**Extracted data**.
= = = = = = =

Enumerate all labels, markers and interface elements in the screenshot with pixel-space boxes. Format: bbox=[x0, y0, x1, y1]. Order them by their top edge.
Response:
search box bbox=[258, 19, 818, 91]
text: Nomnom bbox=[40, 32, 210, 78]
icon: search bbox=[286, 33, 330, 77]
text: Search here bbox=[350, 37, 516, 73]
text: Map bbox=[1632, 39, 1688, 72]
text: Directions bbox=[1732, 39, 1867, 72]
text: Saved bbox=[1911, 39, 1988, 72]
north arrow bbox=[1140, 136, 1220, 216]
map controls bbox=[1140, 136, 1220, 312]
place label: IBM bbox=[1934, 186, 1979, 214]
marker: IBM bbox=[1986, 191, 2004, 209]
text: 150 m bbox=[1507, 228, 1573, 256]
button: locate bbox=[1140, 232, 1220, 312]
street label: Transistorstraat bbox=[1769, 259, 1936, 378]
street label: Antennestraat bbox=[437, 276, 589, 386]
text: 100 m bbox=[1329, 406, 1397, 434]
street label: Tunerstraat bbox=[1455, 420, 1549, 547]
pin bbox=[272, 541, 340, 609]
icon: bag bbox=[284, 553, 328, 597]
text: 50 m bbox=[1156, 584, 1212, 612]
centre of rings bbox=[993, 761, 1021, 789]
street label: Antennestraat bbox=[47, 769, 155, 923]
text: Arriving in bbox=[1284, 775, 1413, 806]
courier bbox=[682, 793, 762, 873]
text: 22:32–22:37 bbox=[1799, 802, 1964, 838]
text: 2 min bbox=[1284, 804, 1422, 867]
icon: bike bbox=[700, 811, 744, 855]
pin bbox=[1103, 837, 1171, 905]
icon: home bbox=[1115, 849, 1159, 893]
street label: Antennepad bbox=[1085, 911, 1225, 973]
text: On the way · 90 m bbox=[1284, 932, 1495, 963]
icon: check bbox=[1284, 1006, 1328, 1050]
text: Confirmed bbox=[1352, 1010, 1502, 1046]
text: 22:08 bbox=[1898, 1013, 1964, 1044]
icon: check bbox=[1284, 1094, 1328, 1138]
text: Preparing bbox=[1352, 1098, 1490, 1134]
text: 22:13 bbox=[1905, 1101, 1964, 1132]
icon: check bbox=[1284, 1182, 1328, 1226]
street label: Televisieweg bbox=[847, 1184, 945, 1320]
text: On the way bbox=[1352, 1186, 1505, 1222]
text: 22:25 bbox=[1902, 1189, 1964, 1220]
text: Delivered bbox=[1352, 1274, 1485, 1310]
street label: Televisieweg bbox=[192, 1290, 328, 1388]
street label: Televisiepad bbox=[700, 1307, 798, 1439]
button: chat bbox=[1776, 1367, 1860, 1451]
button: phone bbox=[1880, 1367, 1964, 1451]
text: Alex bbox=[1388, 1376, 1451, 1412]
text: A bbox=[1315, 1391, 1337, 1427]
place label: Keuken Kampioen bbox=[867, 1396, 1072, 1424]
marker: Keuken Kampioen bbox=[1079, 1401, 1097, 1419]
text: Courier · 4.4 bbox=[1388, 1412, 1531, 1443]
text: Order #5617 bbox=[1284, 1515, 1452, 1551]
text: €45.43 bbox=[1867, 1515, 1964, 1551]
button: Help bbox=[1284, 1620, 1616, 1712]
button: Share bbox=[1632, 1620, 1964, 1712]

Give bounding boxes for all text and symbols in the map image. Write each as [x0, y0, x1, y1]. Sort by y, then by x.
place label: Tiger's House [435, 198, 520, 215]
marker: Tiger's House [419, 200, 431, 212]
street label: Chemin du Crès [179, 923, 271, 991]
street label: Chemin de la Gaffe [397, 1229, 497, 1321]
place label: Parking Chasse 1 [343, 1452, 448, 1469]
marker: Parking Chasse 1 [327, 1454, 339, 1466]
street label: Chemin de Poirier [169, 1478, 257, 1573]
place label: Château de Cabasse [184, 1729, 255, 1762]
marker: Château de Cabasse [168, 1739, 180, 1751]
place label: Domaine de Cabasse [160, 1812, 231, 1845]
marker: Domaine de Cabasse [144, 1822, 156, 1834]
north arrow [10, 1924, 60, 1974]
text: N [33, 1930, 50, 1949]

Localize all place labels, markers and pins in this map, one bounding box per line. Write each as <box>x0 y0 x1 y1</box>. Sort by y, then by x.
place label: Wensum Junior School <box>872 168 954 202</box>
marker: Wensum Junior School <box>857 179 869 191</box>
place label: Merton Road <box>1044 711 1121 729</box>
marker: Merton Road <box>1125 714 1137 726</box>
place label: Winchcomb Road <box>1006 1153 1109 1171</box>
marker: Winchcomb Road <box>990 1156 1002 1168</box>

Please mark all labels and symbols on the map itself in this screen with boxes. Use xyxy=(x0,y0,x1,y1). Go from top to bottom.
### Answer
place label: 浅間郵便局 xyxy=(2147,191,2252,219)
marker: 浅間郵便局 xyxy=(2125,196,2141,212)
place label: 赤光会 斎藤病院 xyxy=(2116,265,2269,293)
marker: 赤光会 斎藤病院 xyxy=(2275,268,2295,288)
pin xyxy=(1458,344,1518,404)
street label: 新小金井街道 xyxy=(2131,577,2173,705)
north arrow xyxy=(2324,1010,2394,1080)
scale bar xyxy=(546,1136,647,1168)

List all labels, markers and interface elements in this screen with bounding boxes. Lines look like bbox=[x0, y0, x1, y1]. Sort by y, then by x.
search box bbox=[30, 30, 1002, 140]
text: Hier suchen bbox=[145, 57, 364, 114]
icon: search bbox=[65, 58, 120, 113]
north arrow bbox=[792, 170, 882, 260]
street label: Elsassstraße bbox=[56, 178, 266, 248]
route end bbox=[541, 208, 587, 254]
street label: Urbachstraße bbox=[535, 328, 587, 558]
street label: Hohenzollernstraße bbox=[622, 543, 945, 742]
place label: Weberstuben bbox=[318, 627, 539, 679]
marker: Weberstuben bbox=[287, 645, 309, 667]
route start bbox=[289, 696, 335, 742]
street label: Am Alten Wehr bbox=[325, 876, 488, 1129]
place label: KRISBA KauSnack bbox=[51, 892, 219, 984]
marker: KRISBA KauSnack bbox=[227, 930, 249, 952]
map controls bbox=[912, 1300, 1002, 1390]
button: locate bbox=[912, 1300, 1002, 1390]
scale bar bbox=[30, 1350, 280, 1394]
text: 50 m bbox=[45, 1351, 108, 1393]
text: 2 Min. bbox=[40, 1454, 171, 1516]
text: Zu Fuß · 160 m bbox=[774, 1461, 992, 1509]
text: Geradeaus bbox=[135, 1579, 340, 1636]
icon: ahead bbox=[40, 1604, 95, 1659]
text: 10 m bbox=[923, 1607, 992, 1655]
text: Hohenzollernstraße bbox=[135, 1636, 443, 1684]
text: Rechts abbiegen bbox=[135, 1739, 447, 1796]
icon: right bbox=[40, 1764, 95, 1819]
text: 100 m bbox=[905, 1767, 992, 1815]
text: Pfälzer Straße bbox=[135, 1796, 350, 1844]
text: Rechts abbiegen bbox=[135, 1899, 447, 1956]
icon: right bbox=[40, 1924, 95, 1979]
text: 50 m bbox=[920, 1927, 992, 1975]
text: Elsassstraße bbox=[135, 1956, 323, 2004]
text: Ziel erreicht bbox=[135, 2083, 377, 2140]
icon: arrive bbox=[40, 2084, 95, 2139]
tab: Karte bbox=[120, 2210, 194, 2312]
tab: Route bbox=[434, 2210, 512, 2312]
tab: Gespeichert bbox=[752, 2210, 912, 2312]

= = = = = = =

**Your instructions**. If a line in the records above holds the string "Chemin", copy it out.

**Task answer**.
street label: Chemin du Crès [179, 923, 271, 991]
street label: Chemin de la Gaffe [397, 1229, 497, 1321]
street label: Chemin de Poirier [169, 1478, 257, 1573]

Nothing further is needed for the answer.